**** Excerpted data ****
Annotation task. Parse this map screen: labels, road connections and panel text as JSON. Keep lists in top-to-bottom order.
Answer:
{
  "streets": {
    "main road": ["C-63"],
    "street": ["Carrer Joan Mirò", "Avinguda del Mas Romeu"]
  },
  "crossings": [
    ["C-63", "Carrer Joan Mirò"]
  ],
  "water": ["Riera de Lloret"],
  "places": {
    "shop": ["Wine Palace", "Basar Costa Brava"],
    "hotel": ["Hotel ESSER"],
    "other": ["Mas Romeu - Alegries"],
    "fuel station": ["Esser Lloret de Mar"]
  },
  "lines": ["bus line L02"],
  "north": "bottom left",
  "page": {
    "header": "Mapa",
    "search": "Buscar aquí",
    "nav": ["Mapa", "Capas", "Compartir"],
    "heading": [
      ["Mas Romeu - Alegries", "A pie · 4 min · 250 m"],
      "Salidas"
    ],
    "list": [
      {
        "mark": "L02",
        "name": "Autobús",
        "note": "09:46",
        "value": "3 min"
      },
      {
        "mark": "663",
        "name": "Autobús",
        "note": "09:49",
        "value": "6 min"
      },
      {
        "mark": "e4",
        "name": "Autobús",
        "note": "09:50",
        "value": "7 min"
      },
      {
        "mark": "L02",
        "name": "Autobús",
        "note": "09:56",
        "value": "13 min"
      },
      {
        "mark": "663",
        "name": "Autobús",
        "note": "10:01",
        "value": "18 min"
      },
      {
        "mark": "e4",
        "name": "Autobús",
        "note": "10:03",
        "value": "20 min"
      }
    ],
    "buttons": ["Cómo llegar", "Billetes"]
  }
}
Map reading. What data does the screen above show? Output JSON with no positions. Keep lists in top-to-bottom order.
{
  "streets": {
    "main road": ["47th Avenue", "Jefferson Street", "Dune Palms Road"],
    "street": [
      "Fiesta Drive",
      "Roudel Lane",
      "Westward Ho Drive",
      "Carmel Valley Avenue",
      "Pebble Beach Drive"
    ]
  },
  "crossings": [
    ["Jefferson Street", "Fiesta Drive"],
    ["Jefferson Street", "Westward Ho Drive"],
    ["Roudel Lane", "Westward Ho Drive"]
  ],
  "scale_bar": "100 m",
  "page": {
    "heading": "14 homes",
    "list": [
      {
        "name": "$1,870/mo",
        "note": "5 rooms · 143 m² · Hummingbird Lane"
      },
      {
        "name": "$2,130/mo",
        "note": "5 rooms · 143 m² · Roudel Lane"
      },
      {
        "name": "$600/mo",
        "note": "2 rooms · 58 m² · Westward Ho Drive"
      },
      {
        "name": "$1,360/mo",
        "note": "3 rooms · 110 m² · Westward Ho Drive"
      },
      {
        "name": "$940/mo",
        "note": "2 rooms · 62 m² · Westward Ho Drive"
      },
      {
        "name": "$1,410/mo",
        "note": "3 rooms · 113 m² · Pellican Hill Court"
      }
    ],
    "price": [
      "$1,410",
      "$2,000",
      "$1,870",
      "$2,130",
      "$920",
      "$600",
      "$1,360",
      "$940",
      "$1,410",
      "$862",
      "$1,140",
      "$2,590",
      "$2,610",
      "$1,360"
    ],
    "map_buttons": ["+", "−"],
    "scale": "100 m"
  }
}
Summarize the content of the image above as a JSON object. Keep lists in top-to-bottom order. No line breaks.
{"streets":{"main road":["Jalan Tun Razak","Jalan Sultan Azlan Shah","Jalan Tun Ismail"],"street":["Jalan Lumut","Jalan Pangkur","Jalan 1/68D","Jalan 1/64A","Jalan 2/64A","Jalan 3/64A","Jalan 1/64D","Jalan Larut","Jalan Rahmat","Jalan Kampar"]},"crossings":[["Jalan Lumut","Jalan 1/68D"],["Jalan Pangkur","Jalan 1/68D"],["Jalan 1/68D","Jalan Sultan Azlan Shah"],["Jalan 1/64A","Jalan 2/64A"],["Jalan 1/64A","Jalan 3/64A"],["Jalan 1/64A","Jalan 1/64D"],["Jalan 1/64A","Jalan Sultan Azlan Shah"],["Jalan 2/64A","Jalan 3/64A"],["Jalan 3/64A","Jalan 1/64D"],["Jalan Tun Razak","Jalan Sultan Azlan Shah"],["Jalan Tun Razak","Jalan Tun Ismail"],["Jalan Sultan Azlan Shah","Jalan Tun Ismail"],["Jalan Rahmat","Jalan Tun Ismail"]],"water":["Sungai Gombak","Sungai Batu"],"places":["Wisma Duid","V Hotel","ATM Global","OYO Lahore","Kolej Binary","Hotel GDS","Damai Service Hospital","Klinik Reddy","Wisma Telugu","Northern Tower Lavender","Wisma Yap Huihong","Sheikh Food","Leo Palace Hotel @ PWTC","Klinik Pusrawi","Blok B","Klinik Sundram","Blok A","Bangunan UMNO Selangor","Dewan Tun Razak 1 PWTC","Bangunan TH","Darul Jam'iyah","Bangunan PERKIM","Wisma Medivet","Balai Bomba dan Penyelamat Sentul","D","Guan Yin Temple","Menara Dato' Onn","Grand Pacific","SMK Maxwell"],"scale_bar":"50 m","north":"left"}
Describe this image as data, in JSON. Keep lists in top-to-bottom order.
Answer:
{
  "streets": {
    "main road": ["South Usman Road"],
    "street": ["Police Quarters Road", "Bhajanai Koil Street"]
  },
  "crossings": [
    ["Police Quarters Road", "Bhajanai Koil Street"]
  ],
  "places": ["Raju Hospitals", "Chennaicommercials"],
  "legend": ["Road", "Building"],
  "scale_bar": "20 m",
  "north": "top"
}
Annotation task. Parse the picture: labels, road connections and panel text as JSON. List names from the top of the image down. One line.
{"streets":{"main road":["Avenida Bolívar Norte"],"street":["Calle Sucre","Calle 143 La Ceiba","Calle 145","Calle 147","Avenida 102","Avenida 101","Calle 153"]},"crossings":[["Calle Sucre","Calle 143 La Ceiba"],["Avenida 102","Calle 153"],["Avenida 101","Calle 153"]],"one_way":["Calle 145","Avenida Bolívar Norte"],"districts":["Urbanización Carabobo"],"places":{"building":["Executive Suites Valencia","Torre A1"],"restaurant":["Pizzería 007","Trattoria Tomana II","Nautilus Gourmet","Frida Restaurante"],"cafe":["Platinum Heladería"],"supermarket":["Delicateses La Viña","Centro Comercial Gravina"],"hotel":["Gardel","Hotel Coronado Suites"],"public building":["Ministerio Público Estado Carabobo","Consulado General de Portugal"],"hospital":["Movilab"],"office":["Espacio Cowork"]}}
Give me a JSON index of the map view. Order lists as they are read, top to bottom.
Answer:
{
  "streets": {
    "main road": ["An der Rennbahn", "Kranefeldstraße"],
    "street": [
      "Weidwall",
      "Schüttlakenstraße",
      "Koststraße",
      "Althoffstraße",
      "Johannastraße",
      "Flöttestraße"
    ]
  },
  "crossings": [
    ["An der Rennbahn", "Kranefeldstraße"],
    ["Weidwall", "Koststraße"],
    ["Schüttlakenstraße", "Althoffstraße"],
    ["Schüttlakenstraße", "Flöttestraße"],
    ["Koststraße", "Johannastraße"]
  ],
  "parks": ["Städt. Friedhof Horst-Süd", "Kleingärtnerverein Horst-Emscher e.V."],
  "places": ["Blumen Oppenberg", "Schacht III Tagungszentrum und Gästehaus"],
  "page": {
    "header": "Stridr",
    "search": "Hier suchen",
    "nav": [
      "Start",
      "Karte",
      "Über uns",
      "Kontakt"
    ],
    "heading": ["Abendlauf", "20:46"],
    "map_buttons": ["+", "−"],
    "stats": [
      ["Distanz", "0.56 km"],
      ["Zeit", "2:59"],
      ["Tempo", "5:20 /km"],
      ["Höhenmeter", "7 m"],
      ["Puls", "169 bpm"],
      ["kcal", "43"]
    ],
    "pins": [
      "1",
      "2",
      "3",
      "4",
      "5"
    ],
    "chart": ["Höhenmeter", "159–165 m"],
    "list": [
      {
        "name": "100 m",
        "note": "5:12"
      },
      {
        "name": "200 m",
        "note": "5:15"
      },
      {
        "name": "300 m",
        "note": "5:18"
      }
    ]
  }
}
****
### Task to complete
Looking at the listing above, count each line that contains the word "Keep" and write the number with nothing else.

### Answer to the exercise
4